[Stored data entries]
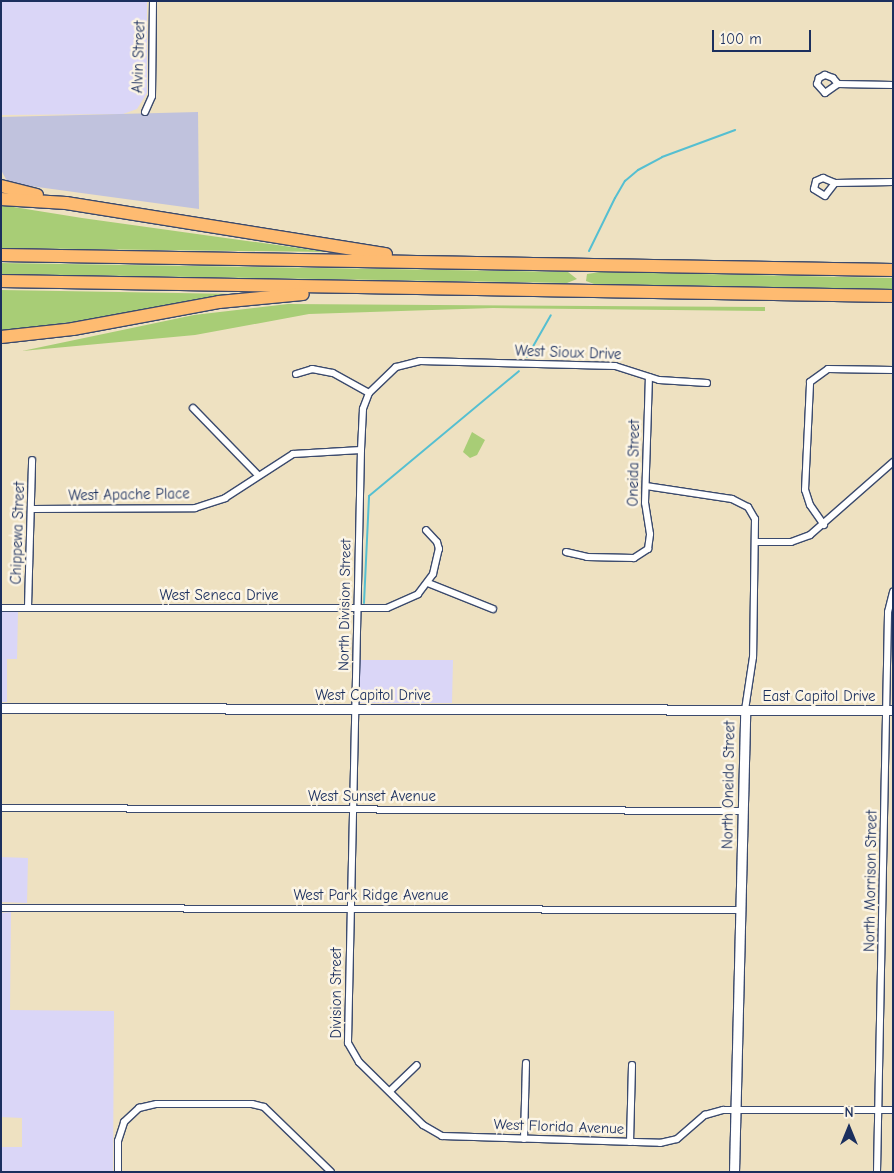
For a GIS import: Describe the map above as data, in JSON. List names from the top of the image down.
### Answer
{
  "streets": {
    "street": [
      "Alvin Street",
      "West Sioux Drive",
      "Oneida Street",
      "West Apache Place",
      "Chippewa Street",
      "West Seneca Drive",
      "North Division Street",
      "West Capitol Drive",
      "East Capitol Drive",
      "North Oneida Street",
      "West Sunset Avenue",
      "North Morrison Street",
      "West Park Ridge Avenue",
      "Division Street",
      "West Florida Avenue"
    ]
  },
  "crossings": [
    ["West Sioux Drive", "Oneida Street"],
    ["West Sioux Drive", "North Division Street"],
    ["Oneida Street", "North Oneida Street"],
    ["West Apache Place", "Chippewa Street"],
    ["West Apache Place", "North Division Street"],
    ["Chippewa Street", "West Seneca Drive"],
    ["West Seneca Drive", "North Division Street"],
    ["North Division Street", "West Capitol Drive"],
    ["North Division Street", "West Sunset Avenue"],
    ["North Division Street", "West Park Ridge Avenue"],
    ["North Division Street", "Division Street"],
    ["West Capitol Drive", "East Capitol Drive"],
    ["West Capitol Drive", "North Oneida Street"],
    ["East Capitol Drive", "North Oneida Street"],
    ["East Capitol Drive", "North Morrison Street"],
    ["North Oneida Street", "West Sunset Avenue"],
    ["North Oneida Street", "West Park Ridge Avenue"],
    ["North Oneida Street", "West Florida Avenue"],
    ["North Morrison Street", "West Florida Avenue"],
    ["West Park Ridge Avenue", "Division Street"],
    ["Division Street", "West Florida Avenue"]
  ],
  "scale_bar": "100 m",
  "north": "top"
}
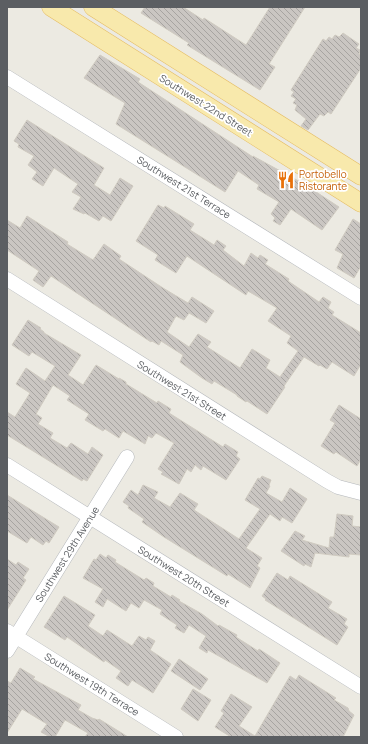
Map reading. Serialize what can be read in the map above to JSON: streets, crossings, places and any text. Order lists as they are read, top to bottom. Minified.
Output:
{"streets":{"main road":["Southwest 22nd Street"],"street":["Southwest 21st Terrace","Southwest 21st Street","Southwest 29th Avenue","Southwest 20th Street","Southwest 19th Terrace"]},"crossings":[["Southwest 29th Avenue","Southwest 20th Street"],["Southwest 29th Avenue","Southwest 19th Terrace"]],"places":{"restaurant":["Portobello Ristorante"]}}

**What you need to do**
Extract all the entries word for word; omit any pictures.

**Result of this task**
For a GIS import: Describe the map above as data, in JSON. List names from the top of the image down.
### Answer
{
  "streets": {
    "street": [
      "Alvin Street",
      "West Sioux Drive",
      "Oneida Street",
      "West Apache Place",
      "Chippewa Street",
      "West Seneca Drive",
      "North Division Street",
      "West Capitol Drive",
      "East Capitol Drive",
      "North Oneida Street",
      "West Sunset Avenue",
      "North Morrison Street",
      "West Park Ridge Avenue",
      "Division Street",
      "West Florida Avenue"
    ]
  },
  "crossings": [
    ["West Sioux Drive", "Oneida Street"],
    ["West Sioux Drive", "North Division Street"],
    ["Oneida Street", "North Oneida Street"],
    ["West Apache Place", "Chippewa Street"],
    ["West Apache Place", "North Division Street"],
    ["Chippewa Street", "West Seneca Drive"],
    ["West Seneca Drive", "North Division Street"],
    ["North Division Street", "West Capitol Drive"],
    ["North Division Street", "West Sunset Avenue"],
    ["North Division Street", "West Park Ridge Avenue"],
    ["North Division Street", "Division Street"],
    ["West Capitol Drive", "East Capitol Drive"],
    ["West Capitol Drive", "North Oneida Street"],
    ["East Capitol Drive", "North Oneida Street"],
    ["East Capitol Drive", "North Morrison Street"],
    ["North Oneida Street", "West Sunset Avenue"],
    ["North Oneida Street", "West Park Ridge Avenue"],
    ["North Oneida Street", "West Florida Avenue"],
    ["North Morrison Street", "West Florida Avenue"],
    ["West Park Ridge Avenue", "Division Street"],
    ["Division Street", "West Florida Avenue"]
  ],
  "scale_bar": "100 m",
  "north": "top"
}
Map reading. Serialize what can be read in the map above to JSON: streets, crossings, places and any text. Order lists as they are read, top to bottom. Minified.
Output:
{"streets":{"main road":["Southwest 22nd Street"],"street":["Southwest 21st Terrace","Southwest 21st Street","Southwest 29th Avenue","Southwest 20th Street","Southwest 19th Terrace"]},"crossings":[["Southwest 29th Avenue","Southwest 20th Street"],["Southwest 29th Avenue","Southwest 19th Terrace"]],"places":{"restaurant":["Portobello Ristorante"]}}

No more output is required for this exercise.